Hilary is deeply intelligent, I think - a lot more so than me."

To hear West talk, thoughtfully and wittily, about the complex past he has imagined for his character, you'd hardly think him of average intelligence. But then there must be a particular satisfaction in acting a play by Alan Bennett - especially one described by Alec Guinness as: "The best English writing since the flowering of Evelyn Waugh."

Receiving its first major revival (courtesy of English Touring Theatre) since its premiere in 1977, The Old Country is a typically wry and bittersweet tale of fading memories, lost manners, and just what it means to be English.

Hilary (West) is an old British spy, now in exile in the Soviet Union. Surrounded by English books and Elgar, he and his long-suffering wife (Jean Marsh) seem to be stranded in a no-man's land.

Hilary's brother-in-law arrives, intent on persuading him to return home to the warm embrace of the English establishment - following a spell in prison, of course. Meanwhile, Eric, a young, much more ordinary kind of English spy, has come to visit with his KGB agent wife, hoping to blackmail his way home.

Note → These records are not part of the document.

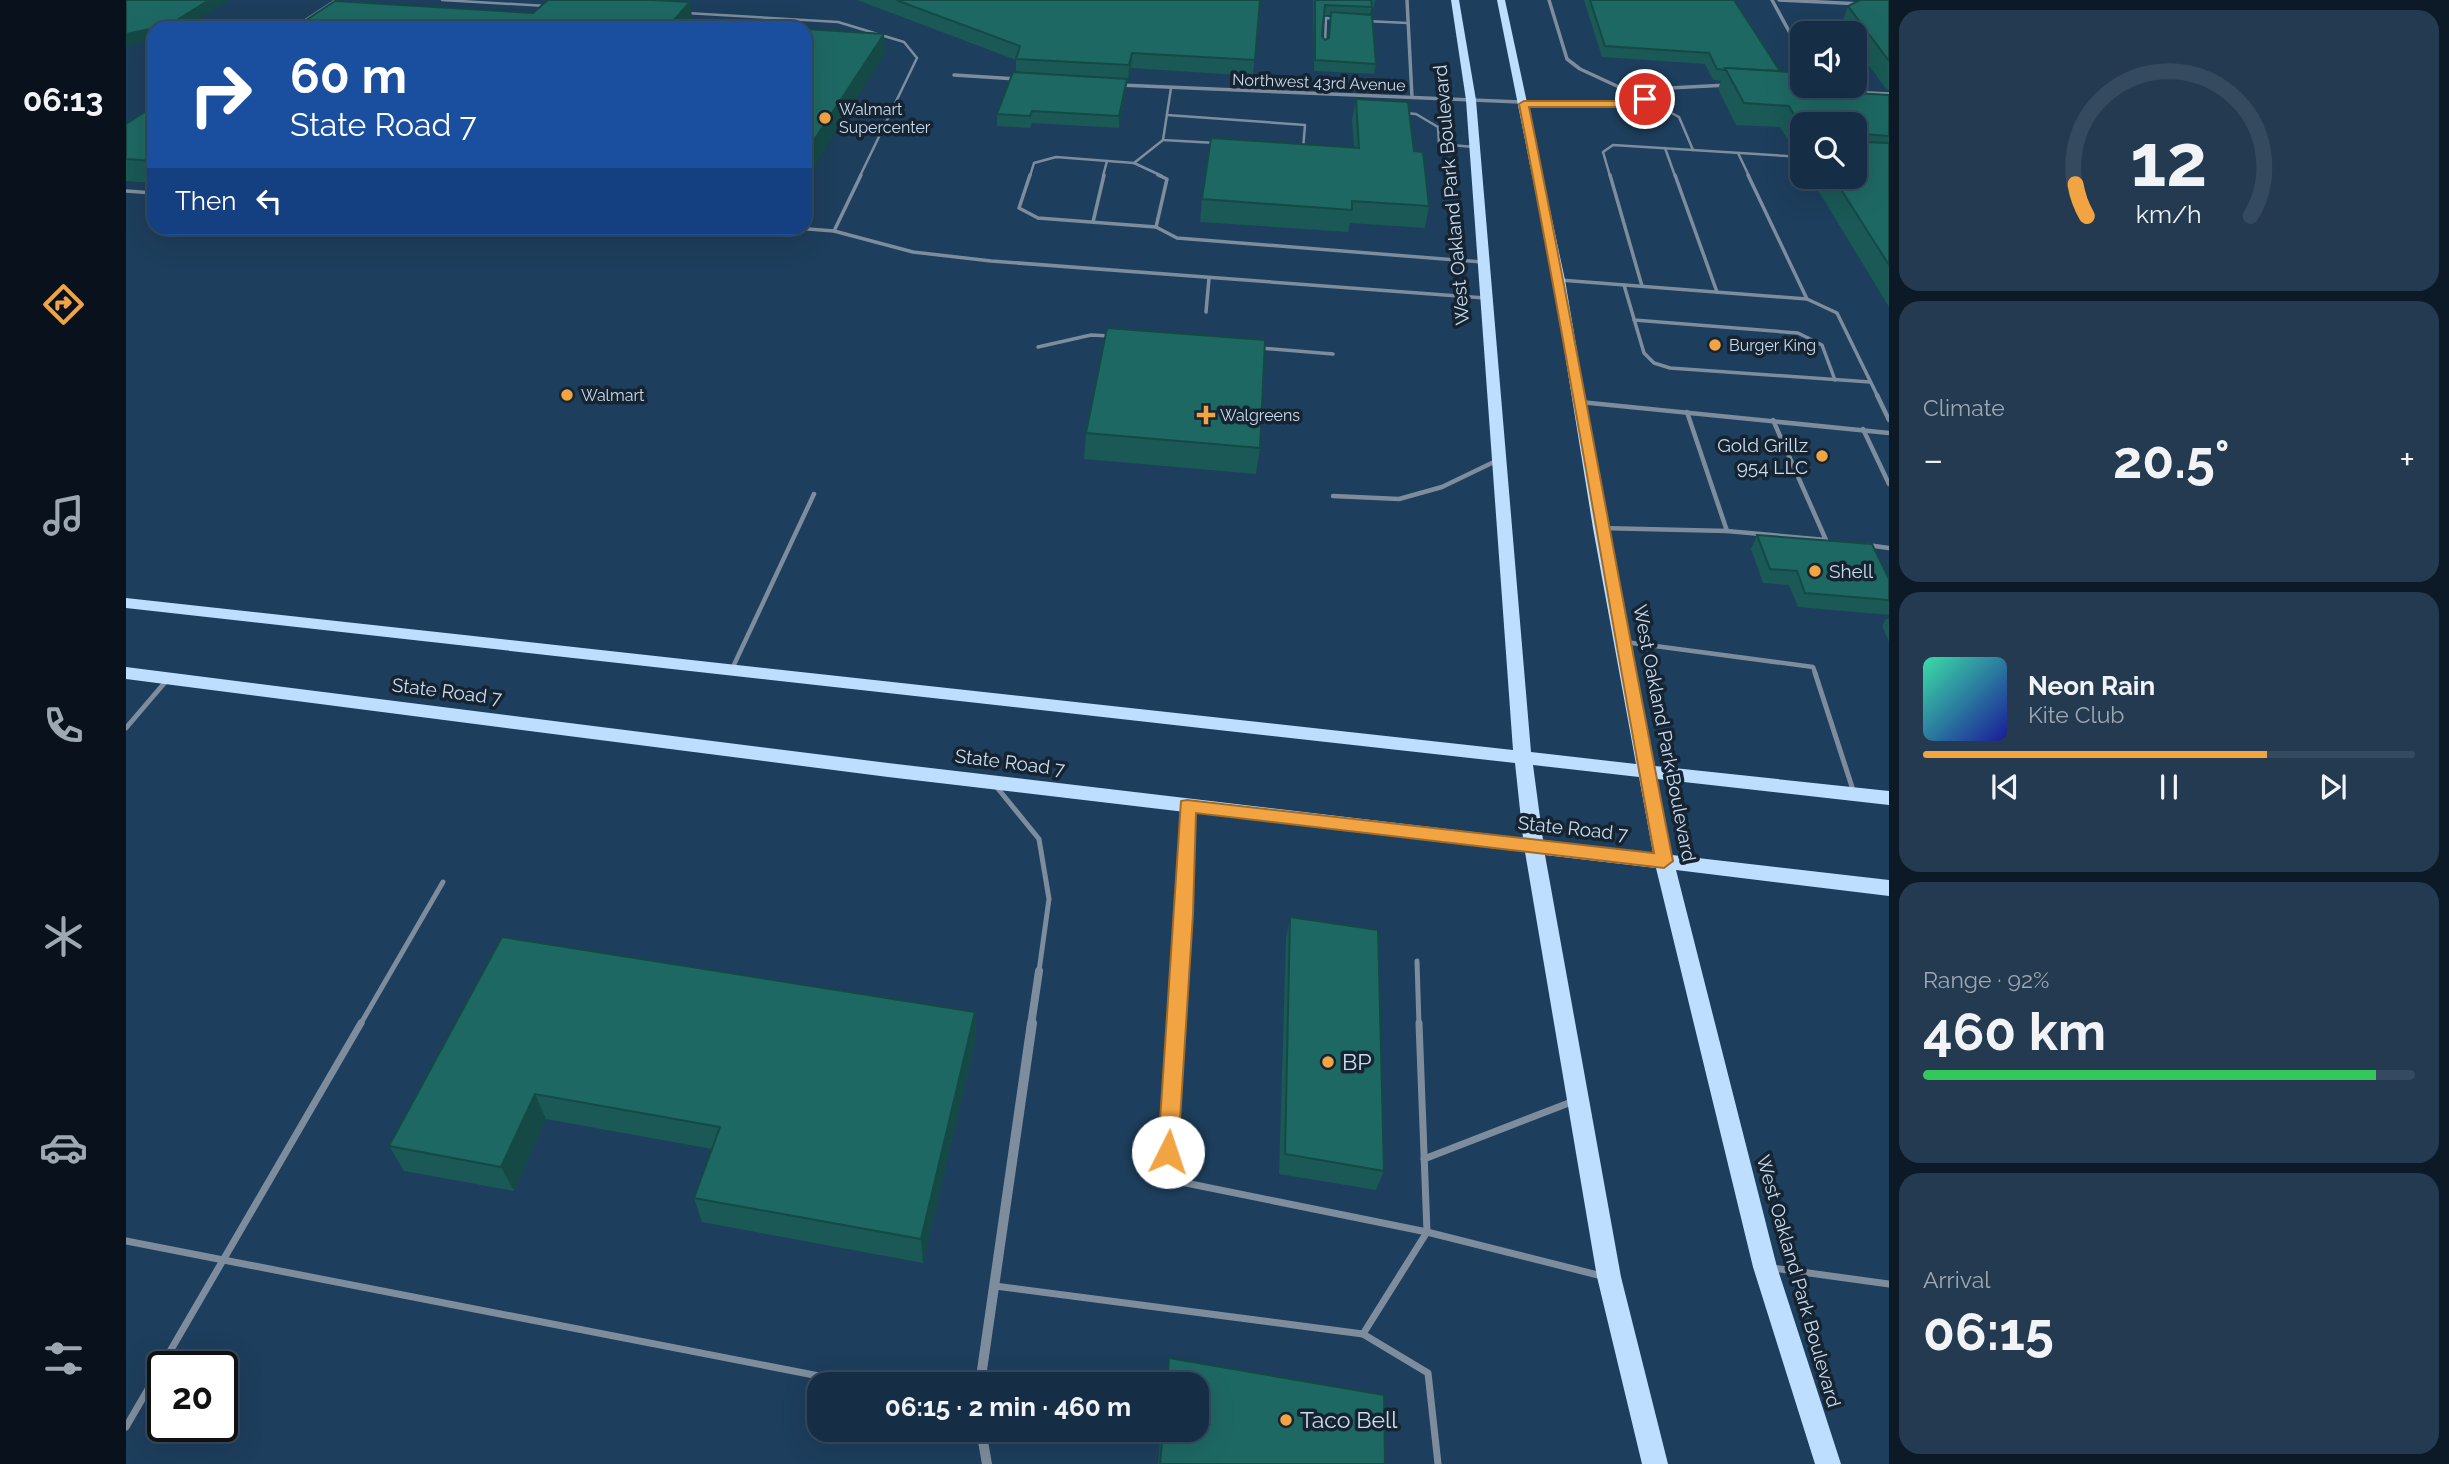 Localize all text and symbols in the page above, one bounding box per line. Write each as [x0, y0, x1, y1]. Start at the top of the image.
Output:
map controls [1790, 21, 1867, 189]
button: sound [1790, 21, 1867, 98]
text: 60 m [290, 47, 407, 104]
icon: right [175, 49, 266, 140]
street label: West Oakland Park Boulevard [1429, 64, 1473, 326]
pin [1615, 69, 1675, 129]
street label: Northwest 43rd Avenue [1232, 70, 1406, 95]
icon: arrive [1626, 80, 1664, 118]
text: 06:13 [23, 81, 103, 118]
place label: Walmart Supercenter [839, 100, 931, 137]
text: State Road 7 [290, 106, 477, 143]
marker: Walmart Supercenter [817, 110, 833, 126]
button: search [1790, 112, 1867, 189]
text: 12 [2130, 119, 2208, 204]
icon: left [250, 182, 288, 220]
text: Then [175, 186, 236, 216]
text: km/h [2136, 199, 2202, 229]
icon: directions [39, 280, 88, 329]
place label: Burger King [1729, 336, 1816, 355]
marker: Burger King [1707, 337, 1723, 353]
place label: Walmart [581, 386, 645, 405]
marker: Walmart [559, 387, 575, 403]
text: Climate [1923, 394, 2005, 421]
place label: Walgreens [1220, 406, 1300, 425]
marker: Walgreens [1198, 407, 1214, 423]
text: 20.5° [2113, 429, 2230, 490]
place label: Gold Grillz 954 LLC [1717, 434, 1808, 478]
text: − [1923, 437, 1943, 482]
text: + [2399, 437, 2415, 482]
marker: Gold Grillz 954 LLC [1814, 448, 1830, 464]
icon: music [39, 491, 88, 540]
place label: Shell [1829, 560, 1874, 582]
marker: Shell [1807, 563, 1823, 579]
street label: West Oakland Park Boulevard [1629, 603, 1701, 863]
text: Neon Rain [2028, 671, 2155, 701]
street label: State Road 7 [391, 673, 503, 709]
icon: phone [39, 701, 88, 750]
text: Kite Club [2028, 701, 2125, 728]
street label: State Road 7 [954, 744, 1066, 780]
icon: previous [1986, 768, 2024, 806]
icon: pause [2150, 768, 2188, 806]
icon: next [2314, 768, 2352, 806]
street label: State Road 7 [1517, 811, 1629, 845]
icon: climate [39, 912, 88, 961]
text: Range · 92% [1923, 966, 2049, 993]
text: 460 km [1923, 1001, 2106, 1062]
place label: BP [1342, 1048, 1372, 1075]
marker: BP [1320, 1054, 1336, 1070]
position arrow [1131, 1115, 1205, 1189]
icon: car [39, 1123, 88, 1172]
street label: West Oakland Park Boulevard [1752, 1152, 1846, 1410]
text: Arrival [1923, 1266, 1990, 1293]
text: 06:15 [1923, 1301, 2054, 1362]
icon: filters [39, 1334, 88, 1383]
speed limit sign: 20 [147, 1351, 238, 1442]
text: 06:15 · 2 min · 460 m [885, 1392, 1131, 1422]
place label: Taco Bell [1300, 1406, 1398, 1433]
marker: Taco Bell [1278, 1412, 1294, 1428]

"I saw it in 1977 and loved it," says West. "It's a spy play and it rather fell under the shadow of Bennett's two other spy plays - the one about Burgess and the one about Blunt. It's a very different play from both of them, I think, and not just because it's not about a historically real person. It's also much more a play of ideas."

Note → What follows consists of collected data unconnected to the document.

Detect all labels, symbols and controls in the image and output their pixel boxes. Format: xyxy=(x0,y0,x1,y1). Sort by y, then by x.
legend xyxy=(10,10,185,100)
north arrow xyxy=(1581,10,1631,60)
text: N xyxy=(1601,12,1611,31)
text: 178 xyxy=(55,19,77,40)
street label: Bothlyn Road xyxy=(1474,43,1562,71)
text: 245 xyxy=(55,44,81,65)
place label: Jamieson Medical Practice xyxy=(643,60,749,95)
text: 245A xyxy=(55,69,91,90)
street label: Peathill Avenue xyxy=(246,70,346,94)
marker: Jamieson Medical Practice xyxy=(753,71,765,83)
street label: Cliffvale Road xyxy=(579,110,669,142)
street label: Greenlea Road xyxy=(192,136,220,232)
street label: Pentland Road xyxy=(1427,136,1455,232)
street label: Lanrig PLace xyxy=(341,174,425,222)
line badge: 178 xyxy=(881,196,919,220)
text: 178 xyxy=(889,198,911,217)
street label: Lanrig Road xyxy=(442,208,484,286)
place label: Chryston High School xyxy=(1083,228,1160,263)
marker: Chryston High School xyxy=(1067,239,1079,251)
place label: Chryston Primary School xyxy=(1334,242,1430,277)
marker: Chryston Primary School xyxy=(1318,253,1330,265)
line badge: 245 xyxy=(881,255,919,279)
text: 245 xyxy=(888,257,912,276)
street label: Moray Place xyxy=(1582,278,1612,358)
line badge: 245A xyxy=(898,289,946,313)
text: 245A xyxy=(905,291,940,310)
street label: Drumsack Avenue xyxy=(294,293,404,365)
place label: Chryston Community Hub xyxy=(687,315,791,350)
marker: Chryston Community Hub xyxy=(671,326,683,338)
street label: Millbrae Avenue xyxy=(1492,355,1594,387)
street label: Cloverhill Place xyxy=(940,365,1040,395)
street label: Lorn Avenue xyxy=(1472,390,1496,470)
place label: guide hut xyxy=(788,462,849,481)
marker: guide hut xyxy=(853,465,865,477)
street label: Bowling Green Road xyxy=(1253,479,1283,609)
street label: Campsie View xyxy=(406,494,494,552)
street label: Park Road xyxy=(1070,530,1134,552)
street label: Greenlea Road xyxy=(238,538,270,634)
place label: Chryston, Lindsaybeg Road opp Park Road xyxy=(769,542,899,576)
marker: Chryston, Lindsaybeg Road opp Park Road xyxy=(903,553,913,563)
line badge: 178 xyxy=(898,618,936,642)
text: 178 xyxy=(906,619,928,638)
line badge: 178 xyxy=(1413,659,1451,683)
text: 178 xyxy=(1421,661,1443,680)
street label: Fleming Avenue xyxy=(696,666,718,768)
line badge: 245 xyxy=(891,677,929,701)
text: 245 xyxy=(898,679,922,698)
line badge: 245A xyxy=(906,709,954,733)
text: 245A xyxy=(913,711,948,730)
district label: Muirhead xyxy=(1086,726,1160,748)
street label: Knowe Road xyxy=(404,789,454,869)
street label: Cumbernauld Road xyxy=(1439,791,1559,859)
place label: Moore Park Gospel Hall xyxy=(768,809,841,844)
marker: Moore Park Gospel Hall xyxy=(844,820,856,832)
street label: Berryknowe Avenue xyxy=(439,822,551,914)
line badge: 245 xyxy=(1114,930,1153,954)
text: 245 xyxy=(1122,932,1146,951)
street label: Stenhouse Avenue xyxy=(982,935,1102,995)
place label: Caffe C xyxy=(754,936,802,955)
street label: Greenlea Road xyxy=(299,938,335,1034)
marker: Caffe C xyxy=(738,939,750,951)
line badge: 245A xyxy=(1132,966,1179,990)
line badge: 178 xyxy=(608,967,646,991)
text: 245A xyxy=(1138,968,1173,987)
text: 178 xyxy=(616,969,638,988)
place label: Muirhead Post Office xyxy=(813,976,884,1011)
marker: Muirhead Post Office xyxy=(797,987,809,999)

At the play's heart is Bennett's particular affection for, and criticism of, English institutions, filtered through the passionate ambivalence of his central character.

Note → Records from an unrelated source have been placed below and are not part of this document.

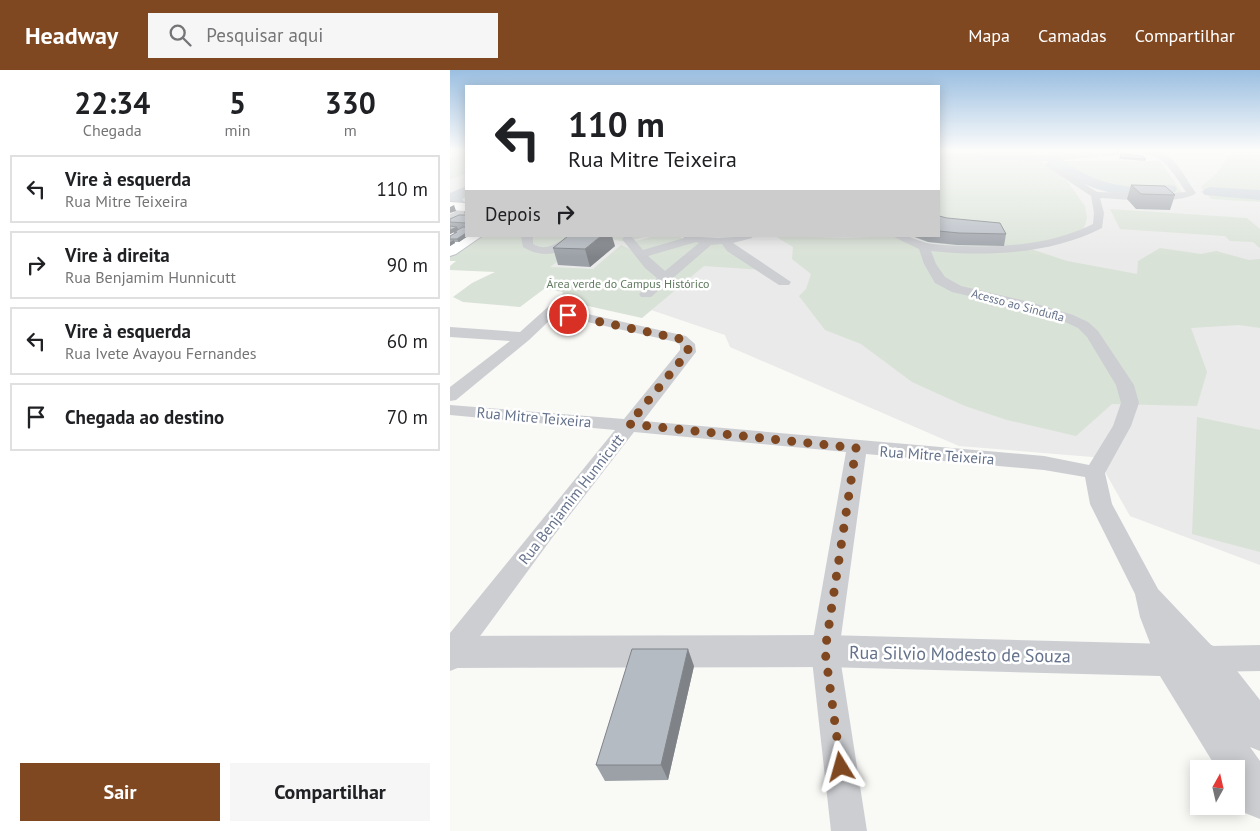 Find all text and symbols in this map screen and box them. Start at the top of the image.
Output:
search box [148,13,498,58]
text: Headway [25,20,118,51]
icon: search [166,21,194,49]
text: Pesquisar aqui [206,23,323,47]
text: Mapa [968,24,1010,47]
text: Camadas [1038,24,1107,47]
text: Compartilhar [1135,24,1235,47]
text: 22:34 [74,83,150,122]
text: 5 [229,83,246,122]
text: 330 [325,83,376,122]
text: 110 m [568,101,665,147]
icon: left [485,105,550,170]
text: Chegada [83,120,142,140]
text: min [225,120,251,140]
text: m [344,120,357,140]
text: Rua Mitre Teixeira [568,145,737,173]
text: Vire à esquerda [65,167,191,191]
icon: left [22,175,50,203]
text: 110 m [376,177,428,201]
text: Rua Mitre Teixeira [65,191,188,211]
icon: right [551,200,579,228]
text: Depois [485,202,541,226]
text: Vire à direita [65,243,170,267]
icon: right [22,251,50,279]
text: 90 m [387,253,428,277]
text: Rua Benjamim Hunnicutt [65,267,236,287]
park label: Área verde do Campus Histórico [547,276,710,291]
street label: Acesso ao Sindufla [970,285,1066,325]
pin [547,294,589,336]
icon: arrive [554,301,582,329]
text: Vire à esquerda [65,319,191,343]
icon: left [22,327,50,355]
text: 60 m [387,329,428,353]
text: Rua Ivete Avayou Fernandes [65,343,257,363]
icon: arrive [22,403,50,431]
street label: Rua Mitre Teixeira [476,403,592,431]
text: Chegada ao destino [65,405,224,429]
text: 70 m [387,405,428,429]
street label: Rua Benjamim Hunnicutt [514,430,628,568]
street label: Rua Mitre Teixeira [879,442,995,468]
street label: Rua Silvio Modesto de Souza [849,641,1071,667]
position arrow [814,740,866,792]
north arrow [1190,760,1245,815]
map controls [1190,760,1245,815]
button: Sair [20,763,220,821]
button: Compartilhar [230,763,430,821]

"Hilary's got this enormous collection of valuable books which you wonder whether he actually ever reads," explains West. "They're a kind of anchor to a Britain which he loves and remembers, but at the same time criticises, for its politics and for dealing with values that really have no real meaning in the world.

"At the end he complains that English literature is all about school in the trenches and death in vicarages, and the siege of the country house."

Directed by Stephen Unwin, The Old Country is set roughly at the time of its first staging, so West has worked out that Hilary would have grown up at the time of the Cambridge spies. "We tend to forget that, at the time, the Labour Party had terribly let us down," he says. "People who had socialist leanings were left in a sort of vacuum - they either went one way, towards Mosely and fascism, or the other way, towards Lenin and Communism. Hilary went the second way.

"The wit is Alan's best in many ways," he adds. "It doesn't sound terribly funny when I describe it but it's been getting very big laughs."

A very different experience from that of playing Lear, then - a role which West undertook for the company to massive acclaim in 2003.

"Lear in some ways is a much easier part," he says, laughing, "because he's active rather than proactive.

"Things happen to Lear, whereas Hilary creates his own dilemmas. This is more complex in a way because you're never quite sure - and perhaps he's never quite sure - what he thinks.

"He can change from line to line - and sometimes from night to night."